A l'heure actuelle, il n'y a pas encore de sources de financement clairement définies entre le collège De la Salle et le patronat français de la métallurgie. Par contre, nous avons un accord de partenariat entre le Syndustricam et nous. Et c'est à partir des besoins des entrepreneurs du Cameroun que nous faisons ce que nous sommes en train de faire. C'est donc l'affaire du Syndustricam et de la Chambre de la métallurgie d'obtenir les financements et de faire ce qui est convenable de faire. Ces financements peuvent s'obtenir auprès des institutions européennes, auprès de l'ambassade de France, de l'Agence française de développement. Toutefois, nous (Syndustricam et Chambre de Métallurgie) allons aussi intervenir financièrement dans les programmes qui seront arrêtés. Car c'est de l'intérêt commun des patronats, c'est à dire Français et Camerounais, de former des gens compétents pour que nous puissions investir et pour que nous puissions établir de véritables courants d'affaires entre les entrepreneurs Français et leurs homologues Camerounais et en particulier ceux de Rhône Alpes. Parlant de Rhône Alpes, il faut savoir que c'est la première région industrielle de France. C'est la première région du traitement de l'énergie nucléaire en Europe, mais aussi du froid et du chaud. C'est encore la première région mécanicienne de France ! Vous constatez qu'il y a un savoir-faire considérable à transmettre. La mondialisation aidant, même nos petites entreprises auront besoin de s'internationaliser.
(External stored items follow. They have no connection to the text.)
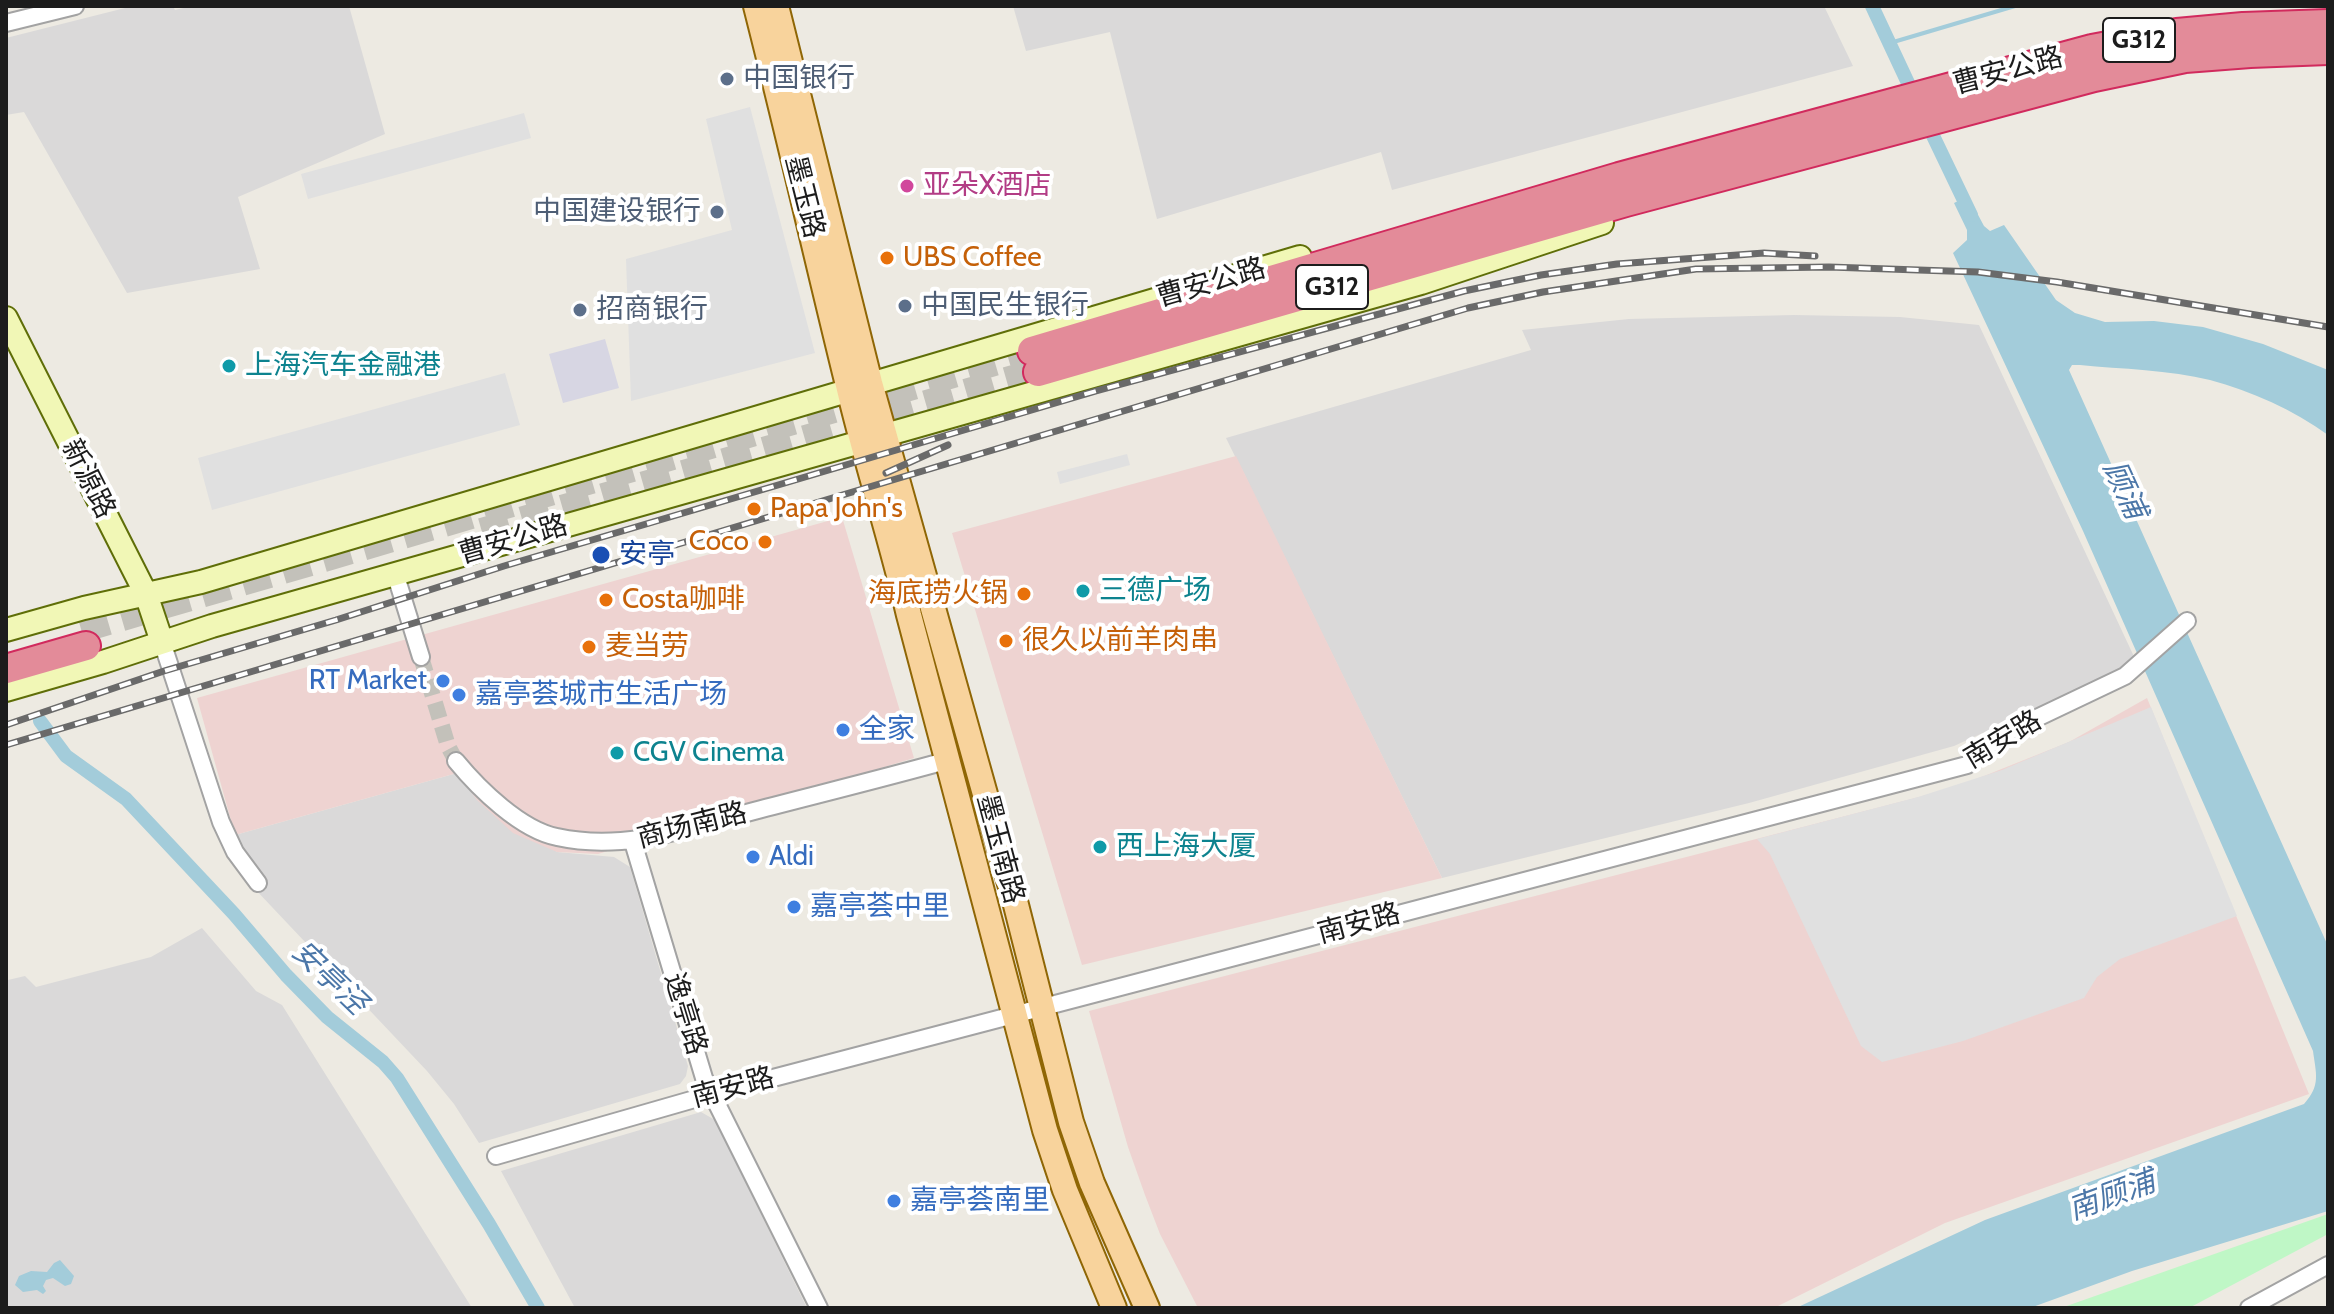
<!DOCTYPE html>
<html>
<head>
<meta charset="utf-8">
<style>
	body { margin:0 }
	#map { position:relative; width:2334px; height:1314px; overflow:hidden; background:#edeae2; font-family:Cabin,sans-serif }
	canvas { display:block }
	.frame { position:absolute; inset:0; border:8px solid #1c1c1c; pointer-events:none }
</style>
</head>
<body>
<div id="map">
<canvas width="2334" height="1314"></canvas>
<div class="frame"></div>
</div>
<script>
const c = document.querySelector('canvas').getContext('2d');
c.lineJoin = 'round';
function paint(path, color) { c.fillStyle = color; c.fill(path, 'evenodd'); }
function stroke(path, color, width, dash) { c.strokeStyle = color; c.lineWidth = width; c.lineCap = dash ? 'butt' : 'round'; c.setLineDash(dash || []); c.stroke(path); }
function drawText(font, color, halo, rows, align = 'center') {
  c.font = font + ' Cabin,"Noto Sans SC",sans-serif'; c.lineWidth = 8; c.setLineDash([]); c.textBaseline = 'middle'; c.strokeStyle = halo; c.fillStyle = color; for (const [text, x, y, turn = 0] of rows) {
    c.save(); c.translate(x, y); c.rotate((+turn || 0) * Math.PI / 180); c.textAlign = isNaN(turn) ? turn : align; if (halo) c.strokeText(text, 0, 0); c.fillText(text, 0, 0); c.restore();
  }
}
const residential = new Path2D(`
	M133,6H173L175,10L192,6H349L385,134L238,197L260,269L127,293L24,112L6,115V38Z
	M1013,6H1824L1853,66L1392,190L1381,152L1157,219L1110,32L1026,51Z
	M1794,315L1900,317L1979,325L2137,663L1954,746L1749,803L1442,878L1226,438L1531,350L1522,330L1629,319Z
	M457,773L557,852L614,857L630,867L688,1066L686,1076L680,1084L479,1143L454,1104L427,1071L254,888L235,835Z
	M202,928L256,991L282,1005L472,1308H6V975L8,980L25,976L36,987L151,957Z
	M701,1112L715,1120L807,1308H575L501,1171Z`);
const commercial = new Path2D(`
	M1236,456L1442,878L1082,965L952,533Z
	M842,517L914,758L598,854L557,852L513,833L477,800L457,773L235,835L197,698Z
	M2147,698L2309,1094L1945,1223L1774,1308H1198L1160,1234L1145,1195L1128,1147L1089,1011L1954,788L2069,742Z`);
const park = new Path2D(`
	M2328,1214V1234L2189,1308H2061Z`);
const parking = new Path2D(`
	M750,107L815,353L631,401L626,259L732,230L706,119Z
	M524,113L531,138L308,199L301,174Z
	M505,373L520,425L212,510L198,458Z
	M1127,454L1130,465L1060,484L1057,472Z
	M2151,707L2237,916L2120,959L2097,977L2084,998L1963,1041L1882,1062L1861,1046L1770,854L1757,839L1918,797L2002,770Z`);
const plaza = new Path2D(`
	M605,339L619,388L563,403L549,354Z`);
const water = new Path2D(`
	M1968,196L1984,226L1990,231L2004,225L2056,300L2075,313L2105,322L2154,321L2203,327L2263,344L2328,370V435C2294,410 2251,391 2210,380C2170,370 2121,369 2080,365H2072L2069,370L2328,946V1211L2132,1271L2030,1308H1796L1985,1220L2304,1104C2321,1085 2316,1074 2313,1051L2083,531L1953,253L1967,240V230L1954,203Z
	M60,1260L74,1276L71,1284L65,1286L53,1278L46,1280L43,1286L46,1291L43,1294L37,1290L23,1292L15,1285L19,1276L31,1271L47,1272L54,1263Z`);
const stream = new Path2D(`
	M1890,43L2015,6`);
const canal = new Path2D(`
	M1872,6L1916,100
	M1925,119L1971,215
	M40,721L66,756L126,799L234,914L286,975L327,1017L383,1062L397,1078L489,1224L538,1308`);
const streetTunnel = new Path2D(`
	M421,657L448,746L456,761`);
const highwayTunnel = new Path2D(`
	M482,532L1038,372
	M81,629L1032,351`);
const street = new Path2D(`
	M6,23L75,6
	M395,573L421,657
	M162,642L221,822L235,852L258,883
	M456,761C479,789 521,830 557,837C625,852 689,828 754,811C819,794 884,778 949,760
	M633,842L704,1078L819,1308
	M496,1156L712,1094L1967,765L1999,736L2125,676L2187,621
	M2249,1308L2328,1265`);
const secondary = new Path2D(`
	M6,318L146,594L162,642
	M6,630L84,608L201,582L1300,257
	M6,690L103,662L212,626L1421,283L1602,223`);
const primary = new Path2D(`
	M756,6C788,132 817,259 848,385C866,462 891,538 909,615L1045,1130L1065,1190L1114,1308
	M776,6L870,383L1016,905L1071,1122L1092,1183L1147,1308`);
const highway = new Path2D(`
	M1032,351L1619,177L2092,49L2177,33L2243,27L2328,24
	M1038,372L1626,202L2094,77L2185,58L2250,53L2328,50
	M6,669L86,646`);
const rail = new Path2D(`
	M886,473L948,445
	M6,725L164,671L336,620L504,566L1096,391L1464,291L1541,275L1617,264L1764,253L1815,256
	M6,745L1468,308L1543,292L1696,269L1829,267L1978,272L2057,282L2328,327`);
const markers = [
	[727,79,8,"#5c6f8a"],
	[907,186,8,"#d1479c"],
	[717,212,8,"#5c6f8a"],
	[887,258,8,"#e8710a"],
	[905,306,8,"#5c6f8a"],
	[580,310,8,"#5c6f8a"],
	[229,366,8,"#0f9aa8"],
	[754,509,8,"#e8710a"],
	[765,542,8,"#e8710a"],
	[601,555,10,"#1a4fb4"],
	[1083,591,8,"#0f9aa8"],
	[1024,594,8,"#e8710a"],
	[606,600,8,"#e8710a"],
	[1006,641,8,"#e8710a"],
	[589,647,8,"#e8710a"],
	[443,681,8,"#3f7fe0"],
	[459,695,8,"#3f7fe0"],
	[843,730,8,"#3f7fe0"],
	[617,753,8,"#0f9aa8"],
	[1100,847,8,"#0f9aa8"],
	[753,857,8,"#3f7fe0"],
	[794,907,8,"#3f7fe0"],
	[894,1201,8,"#3f7fe0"]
];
const shields = [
	[2139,40,72],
	[1332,287,72]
];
const shieldNames = [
	["G312",2139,40],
	["G312",1332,287]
];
const streetNames = [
	["曹安公路",2008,71,-15],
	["墨玉路",804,197,76],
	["曹安公路",1211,283,-16],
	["新源路",88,479,63],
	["曹安公路",513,540,-16],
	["南安路",2003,740,-31],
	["商场南路",692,826,-14],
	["墨玉南路",1000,849,75],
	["南安路",1359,924,-15],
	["逸亭路",685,1014,73],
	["南安路",733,1088,-15]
];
const serviceNames = [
	["中国银行",743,79],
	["中国建设银行",701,212,"right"],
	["中国民生银行",921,306],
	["招商银行",596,310]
];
const hotelNames = [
	["亚朵X酒店",923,186]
];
const foodNames = [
	["UBS Coffee",903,258],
	["Papa John's",770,509],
	["Coco",749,542,"right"],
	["海底捞火锅",1008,594,"right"],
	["Costa咖啡",622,600],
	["很久以前羊肉串",1022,641],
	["麦当劳",605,647]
];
const cultureNames = [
	["上海汽车金融港",245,366],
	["三德广场",1099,591],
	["CGV Cinema",633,753],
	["西上海大厦",1116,847]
];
const transitNames = [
	["安亭",619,555]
];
const shopNames = [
	["RT Market",427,681,"right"],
	["嘉亭荟城市生活广场",475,695],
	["全家",859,730],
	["Aldi",769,857],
	["嘉亭荟中里",810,907],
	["嘉亭荟南里",910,1201]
];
const waterNames = [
	["顾浦",2124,490,65],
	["安亭泾",329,978,44],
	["南顾浦",2112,1196,-20]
];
paint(residential, '#dad9d9');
paint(commercial, '#eed3d1');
paint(park, '#bff7c6');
paint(parking, '#e0e0e0');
paint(plaza, '#d7d6e3');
paint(water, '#a3ccda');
stroke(stream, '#a3ccda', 4);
stroke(canal, '#a3ccda', 14);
stroke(streetTunnel, '#c3c1ba', 16, [16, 8]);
stroke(highwayTunnel, '#c3c1ba', 28, [28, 14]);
stroke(street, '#a3a3a3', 20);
stroke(secondary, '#5f6e08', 26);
stroke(primary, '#8f6605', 28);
stroke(highway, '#d12a5d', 32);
stroke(street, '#fff', 16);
stroke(secondary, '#f1f7b6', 22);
stroke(primary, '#f8d39c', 24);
stroke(highway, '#e38b99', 28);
stroke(rail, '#6a6a6a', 7);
stroke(rail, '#fff', 4, [12]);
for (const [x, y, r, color] of markers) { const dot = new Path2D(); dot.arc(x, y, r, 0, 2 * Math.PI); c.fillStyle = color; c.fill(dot); stroke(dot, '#fff', 3); }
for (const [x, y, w] of shields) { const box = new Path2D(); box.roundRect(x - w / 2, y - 22, w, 44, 6); c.fillStyle = '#fff'; c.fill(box); stroke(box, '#1c1c1c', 2); }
drawText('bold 26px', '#1c1c1c', null, shieldNames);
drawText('28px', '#1c1c1c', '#fff', streetNames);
drawText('28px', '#4e5e75', '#fff', serviceNames, 'left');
drawText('28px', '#b23c85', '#fff', hotelNames, 'left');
drawText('28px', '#c56008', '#fff', foodNames, 'left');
drawText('28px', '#0d838f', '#fff', cultureNames, 'left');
drawText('28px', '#164399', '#fff', transitNames, 'left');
drawText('28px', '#366cbe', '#fff', shopNames, 'left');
drawText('italic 30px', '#4c77a8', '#fff', waterNames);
</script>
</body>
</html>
Quel bilan faites-vous des deux années de collaboration avec le Syndustricam ?

Liens Pertinents

Cette collaboration se passe bien depuis le début. Mais le début, pour le moins, était difficile. Car, établir des relations entre des hommes, qui sont des patrons de part et d'autre, n'est pas monnaie courante. Il a fallu beaucoup de persuasion et de volonté. Aujourd'hui, nous rédigeons des textes qui vont régir notre collaboration, je suis incapable de dire qui a écrit le texte, si c'est un Camerounais ou un Français, il n'y a plus de différence. Il y a eu un travail considérable de rapprochement entre les hommes. Dans ce premier bilan, nous avons fait une étude sur les besoins des entreprises en vue de déterminer les programmes prioritaires permettant le développement de la compétitivité des entreprises. Nous avons à ce sujet un certain nombre de propositions que nous allons présenter aux autorités camerounaises et bien sûr aux bailleurs de fonds. Il est clair q u'au moment où ces programmes vont se mettre en oeuvre, les entreprises françaises intéressées par un développement d'affaires au Cameroun vont nouer des partenariats avec des investisseurs camerounais.